__What is expected__: Filtering the records below, copy only those lines that include the word "border".

Records to process START

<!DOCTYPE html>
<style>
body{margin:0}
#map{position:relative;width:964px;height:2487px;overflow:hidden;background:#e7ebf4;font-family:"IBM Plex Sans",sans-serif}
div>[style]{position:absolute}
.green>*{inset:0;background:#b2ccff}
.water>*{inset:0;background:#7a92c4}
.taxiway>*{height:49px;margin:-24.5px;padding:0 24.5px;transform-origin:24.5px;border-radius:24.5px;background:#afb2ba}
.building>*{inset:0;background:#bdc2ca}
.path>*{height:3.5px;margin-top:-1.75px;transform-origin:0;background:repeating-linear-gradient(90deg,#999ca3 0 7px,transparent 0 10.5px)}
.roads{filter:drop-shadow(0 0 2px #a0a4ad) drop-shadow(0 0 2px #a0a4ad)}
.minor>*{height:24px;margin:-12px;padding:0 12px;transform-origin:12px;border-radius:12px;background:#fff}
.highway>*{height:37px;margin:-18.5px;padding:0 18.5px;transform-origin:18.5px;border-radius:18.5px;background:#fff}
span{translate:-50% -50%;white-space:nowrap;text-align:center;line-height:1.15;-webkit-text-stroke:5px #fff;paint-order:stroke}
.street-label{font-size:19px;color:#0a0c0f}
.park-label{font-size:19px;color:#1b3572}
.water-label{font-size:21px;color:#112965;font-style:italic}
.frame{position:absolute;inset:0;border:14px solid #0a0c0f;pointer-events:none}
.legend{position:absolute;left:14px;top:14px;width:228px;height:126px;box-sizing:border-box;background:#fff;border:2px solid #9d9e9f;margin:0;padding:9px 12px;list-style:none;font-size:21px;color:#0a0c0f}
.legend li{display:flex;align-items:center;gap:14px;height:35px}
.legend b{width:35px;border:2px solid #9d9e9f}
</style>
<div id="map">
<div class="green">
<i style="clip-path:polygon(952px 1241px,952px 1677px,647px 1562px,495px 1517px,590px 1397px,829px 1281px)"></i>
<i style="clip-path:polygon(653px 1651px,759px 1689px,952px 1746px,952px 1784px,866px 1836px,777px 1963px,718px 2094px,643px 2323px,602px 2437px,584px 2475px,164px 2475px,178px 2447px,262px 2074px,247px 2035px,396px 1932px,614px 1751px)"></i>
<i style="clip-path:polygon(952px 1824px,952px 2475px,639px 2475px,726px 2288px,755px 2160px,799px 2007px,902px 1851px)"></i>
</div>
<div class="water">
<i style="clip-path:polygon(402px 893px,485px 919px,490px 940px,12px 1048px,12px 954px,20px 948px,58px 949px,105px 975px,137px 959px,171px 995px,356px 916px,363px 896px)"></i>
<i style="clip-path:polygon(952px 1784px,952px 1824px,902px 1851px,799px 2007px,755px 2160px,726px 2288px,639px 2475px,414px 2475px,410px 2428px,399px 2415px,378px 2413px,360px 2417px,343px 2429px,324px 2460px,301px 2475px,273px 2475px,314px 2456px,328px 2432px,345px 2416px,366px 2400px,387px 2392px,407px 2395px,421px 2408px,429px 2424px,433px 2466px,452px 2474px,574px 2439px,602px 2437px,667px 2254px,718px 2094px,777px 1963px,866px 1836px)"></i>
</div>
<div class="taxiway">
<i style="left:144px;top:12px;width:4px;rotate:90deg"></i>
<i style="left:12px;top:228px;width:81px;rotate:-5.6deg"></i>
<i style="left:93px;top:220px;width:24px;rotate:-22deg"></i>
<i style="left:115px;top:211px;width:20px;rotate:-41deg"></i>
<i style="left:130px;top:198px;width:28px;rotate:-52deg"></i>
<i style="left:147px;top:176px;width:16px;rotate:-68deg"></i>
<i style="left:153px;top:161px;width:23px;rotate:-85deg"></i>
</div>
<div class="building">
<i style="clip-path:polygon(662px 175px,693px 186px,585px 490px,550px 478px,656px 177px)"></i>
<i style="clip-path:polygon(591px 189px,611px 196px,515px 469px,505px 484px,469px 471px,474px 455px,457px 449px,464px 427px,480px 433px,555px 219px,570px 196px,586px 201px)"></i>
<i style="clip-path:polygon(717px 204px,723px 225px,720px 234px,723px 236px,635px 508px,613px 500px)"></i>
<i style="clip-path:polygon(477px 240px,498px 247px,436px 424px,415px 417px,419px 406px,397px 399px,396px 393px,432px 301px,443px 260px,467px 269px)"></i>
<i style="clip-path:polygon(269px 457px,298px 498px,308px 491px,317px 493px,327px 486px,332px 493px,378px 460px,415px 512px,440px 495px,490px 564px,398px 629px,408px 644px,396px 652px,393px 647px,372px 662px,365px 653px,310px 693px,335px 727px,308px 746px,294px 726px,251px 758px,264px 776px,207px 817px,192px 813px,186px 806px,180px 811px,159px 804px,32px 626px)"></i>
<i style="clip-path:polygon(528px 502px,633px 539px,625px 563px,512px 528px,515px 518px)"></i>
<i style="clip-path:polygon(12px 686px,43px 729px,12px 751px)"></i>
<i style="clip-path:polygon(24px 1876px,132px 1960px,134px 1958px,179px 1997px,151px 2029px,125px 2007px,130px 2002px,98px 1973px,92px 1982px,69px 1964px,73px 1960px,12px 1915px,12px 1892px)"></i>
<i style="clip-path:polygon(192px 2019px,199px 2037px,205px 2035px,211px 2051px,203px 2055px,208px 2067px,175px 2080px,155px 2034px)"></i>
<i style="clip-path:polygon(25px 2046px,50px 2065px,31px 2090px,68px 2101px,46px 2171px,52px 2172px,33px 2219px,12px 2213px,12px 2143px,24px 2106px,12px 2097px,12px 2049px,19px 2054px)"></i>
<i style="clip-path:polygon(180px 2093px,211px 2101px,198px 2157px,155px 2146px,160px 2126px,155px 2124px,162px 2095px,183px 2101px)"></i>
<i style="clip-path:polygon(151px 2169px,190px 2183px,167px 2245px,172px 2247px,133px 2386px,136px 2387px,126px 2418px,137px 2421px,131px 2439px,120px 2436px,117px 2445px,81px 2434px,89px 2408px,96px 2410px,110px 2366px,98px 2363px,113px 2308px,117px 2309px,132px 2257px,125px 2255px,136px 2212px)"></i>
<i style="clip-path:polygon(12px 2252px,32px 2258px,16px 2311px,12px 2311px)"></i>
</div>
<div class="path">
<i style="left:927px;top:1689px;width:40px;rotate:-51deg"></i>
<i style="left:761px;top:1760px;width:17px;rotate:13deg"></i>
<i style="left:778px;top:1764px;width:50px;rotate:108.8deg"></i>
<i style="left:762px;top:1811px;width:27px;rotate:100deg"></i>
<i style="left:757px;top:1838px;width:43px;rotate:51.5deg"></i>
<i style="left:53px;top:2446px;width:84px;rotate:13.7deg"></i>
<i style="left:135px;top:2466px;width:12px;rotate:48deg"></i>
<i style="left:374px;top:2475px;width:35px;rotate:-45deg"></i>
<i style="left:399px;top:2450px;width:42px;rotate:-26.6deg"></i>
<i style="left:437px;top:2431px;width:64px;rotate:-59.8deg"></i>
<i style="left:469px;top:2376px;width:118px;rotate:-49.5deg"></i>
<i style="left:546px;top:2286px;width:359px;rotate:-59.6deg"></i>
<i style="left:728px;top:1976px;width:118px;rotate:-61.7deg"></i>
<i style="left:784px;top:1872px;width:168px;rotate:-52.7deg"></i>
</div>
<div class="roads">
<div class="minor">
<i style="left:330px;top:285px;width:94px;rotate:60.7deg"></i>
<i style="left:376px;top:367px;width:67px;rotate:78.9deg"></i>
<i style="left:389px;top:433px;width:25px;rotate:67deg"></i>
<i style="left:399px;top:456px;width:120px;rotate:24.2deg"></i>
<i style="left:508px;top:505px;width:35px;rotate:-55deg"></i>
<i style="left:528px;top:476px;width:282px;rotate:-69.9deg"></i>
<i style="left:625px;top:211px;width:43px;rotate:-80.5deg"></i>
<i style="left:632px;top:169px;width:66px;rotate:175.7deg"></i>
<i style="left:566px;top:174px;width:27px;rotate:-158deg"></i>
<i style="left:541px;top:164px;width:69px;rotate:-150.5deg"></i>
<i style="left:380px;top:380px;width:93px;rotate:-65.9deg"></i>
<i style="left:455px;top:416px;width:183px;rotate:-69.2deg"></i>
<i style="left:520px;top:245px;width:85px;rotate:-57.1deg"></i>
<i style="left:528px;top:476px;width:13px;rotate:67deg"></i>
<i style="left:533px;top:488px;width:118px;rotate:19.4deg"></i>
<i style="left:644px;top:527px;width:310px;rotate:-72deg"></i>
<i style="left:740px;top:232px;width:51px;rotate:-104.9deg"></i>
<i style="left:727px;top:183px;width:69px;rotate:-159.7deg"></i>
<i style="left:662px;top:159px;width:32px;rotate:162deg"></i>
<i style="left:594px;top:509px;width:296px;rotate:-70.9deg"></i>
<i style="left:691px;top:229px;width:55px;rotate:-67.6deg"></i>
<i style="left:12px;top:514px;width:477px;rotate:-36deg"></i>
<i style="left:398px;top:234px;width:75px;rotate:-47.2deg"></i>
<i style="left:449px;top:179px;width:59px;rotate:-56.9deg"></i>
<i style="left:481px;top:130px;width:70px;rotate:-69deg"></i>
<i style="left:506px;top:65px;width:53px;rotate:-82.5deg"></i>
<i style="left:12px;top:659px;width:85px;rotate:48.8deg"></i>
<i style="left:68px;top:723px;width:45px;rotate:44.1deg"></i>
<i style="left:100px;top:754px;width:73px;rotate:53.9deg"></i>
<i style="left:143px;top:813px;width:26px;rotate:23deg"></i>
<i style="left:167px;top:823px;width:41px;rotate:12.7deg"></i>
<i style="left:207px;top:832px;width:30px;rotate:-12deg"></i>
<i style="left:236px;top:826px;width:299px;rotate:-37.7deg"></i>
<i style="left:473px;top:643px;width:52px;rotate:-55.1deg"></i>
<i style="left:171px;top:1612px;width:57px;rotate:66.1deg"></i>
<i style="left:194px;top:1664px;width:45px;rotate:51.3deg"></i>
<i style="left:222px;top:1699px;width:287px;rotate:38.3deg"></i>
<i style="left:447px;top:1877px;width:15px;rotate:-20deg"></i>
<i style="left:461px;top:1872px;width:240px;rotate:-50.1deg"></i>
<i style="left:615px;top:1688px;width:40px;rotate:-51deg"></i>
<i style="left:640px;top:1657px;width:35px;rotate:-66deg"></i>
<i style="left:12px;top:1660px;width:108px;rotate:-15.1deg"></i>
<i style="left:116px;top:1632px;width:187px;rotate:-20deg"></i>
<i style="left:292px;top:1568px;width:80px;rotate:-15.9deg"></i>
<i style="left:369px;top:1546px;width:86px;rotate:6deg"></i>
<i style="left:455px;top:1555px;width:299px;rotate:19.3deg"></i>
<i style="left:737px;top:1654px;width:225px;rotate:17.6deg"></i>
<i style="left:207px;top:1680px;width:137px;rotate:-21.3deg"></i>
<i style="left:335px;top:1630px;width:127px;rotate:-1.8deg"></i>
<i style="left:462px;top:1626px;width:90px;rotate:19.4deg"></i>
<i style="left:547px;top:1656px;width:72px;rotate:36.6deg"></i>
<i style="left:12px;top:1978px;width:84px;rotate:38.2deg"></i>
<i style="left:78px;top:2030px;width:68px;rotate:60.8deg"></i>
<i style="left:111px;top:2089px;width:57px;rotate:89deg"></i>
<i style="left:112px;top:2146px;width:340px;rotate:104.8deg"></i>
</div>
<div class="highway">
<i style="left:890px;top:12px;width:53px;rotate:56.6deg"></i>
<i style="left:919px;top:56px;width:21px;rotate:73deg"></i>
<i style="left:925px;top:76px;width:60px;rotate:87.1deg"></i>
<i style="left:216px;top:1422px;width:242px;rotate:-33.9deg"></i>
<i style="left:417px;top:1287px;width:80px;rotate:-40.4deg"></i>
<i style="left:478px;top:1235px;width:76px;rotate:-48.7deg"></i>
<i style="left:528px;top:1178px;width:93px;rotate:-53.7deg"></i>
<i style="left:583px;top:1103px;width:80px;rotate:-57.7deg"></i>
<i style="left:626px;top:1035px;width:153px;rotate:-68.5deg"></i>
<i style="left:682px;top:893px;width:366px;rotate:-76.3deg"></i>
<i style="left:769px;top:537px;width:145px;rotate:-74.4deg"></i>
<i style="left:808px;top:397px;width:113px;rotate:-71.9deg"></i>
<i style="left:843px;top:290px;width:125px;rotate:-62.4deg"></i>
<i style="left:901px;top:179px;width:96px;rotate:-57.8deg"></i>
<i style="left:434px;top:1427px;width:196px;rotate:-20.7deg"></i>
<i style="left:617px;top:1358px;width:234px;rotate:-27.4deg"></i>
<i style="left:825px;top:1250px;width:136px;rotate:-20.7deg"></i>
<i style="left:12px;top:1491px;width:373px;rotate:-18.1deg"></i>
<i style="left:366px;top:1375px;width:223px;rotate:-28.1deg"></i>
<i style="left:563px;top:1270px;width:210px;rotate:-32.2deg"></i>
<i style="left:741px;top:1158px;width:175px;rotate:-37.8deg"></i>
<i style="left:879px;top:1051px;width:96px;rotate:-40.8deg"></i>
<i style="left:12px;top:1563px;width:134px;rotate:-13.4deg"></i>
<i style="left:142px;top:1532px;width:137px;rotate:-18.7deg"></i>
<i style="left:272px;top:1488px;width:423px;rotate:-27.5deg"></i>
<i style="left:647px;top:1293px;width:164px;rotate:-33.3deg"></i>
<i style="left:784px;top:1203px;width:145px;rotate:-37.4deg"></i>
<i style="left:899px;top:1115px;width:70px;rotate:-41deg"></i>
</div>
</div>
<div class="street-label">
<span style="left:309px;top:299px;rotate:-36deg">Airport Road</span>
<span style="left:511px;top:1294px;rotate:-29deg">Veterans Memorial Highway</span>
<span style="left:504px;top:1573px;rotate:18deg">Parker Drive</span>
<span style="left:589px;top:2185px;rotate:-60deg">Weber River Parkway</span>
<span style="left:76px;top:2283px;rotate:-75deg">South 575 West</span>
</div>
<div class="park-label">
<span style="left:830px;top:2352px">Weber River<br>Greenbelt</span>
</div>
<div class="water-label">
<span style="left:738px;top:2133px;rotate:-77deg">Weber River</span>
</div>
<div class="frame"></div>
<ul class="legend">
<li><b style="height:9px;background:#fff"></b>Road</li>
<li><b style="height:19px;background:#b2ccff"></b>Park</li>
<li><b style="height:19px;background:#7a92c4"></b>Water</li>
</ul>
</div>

Records to process END

__Task answer__:
.taxiway>*{height:49px;margin:-24.5px;padding:0 24.5px;transform-origin:24.5px;border-radius:24.5px;background:#afb2ba}
.minor>*{height:24px;margin:-12px;padding:0 12px;transform-origin:12px;border-radius:12px;background:#fff}
.highway>*{height:37px;margin:-18.5px;padding:0 18.5px;transform-origin:18.5px;border-radius:18.5px;background:#fff}
.frame{position:absolute;inset:0;border:14px solid #0a0c0f;pointer-events:none}
.legend{position:absolute;left:14px;top:14px;width:228px;height:126px;box-sizing:border-box;background:#fff;border:2px solid #9d9e9f;margin:0;padding:9px 12px;list-style:none;font-size:21px;color:#0a0c0f}
.legend b{width:35px;border:2px solid #9d9e9f}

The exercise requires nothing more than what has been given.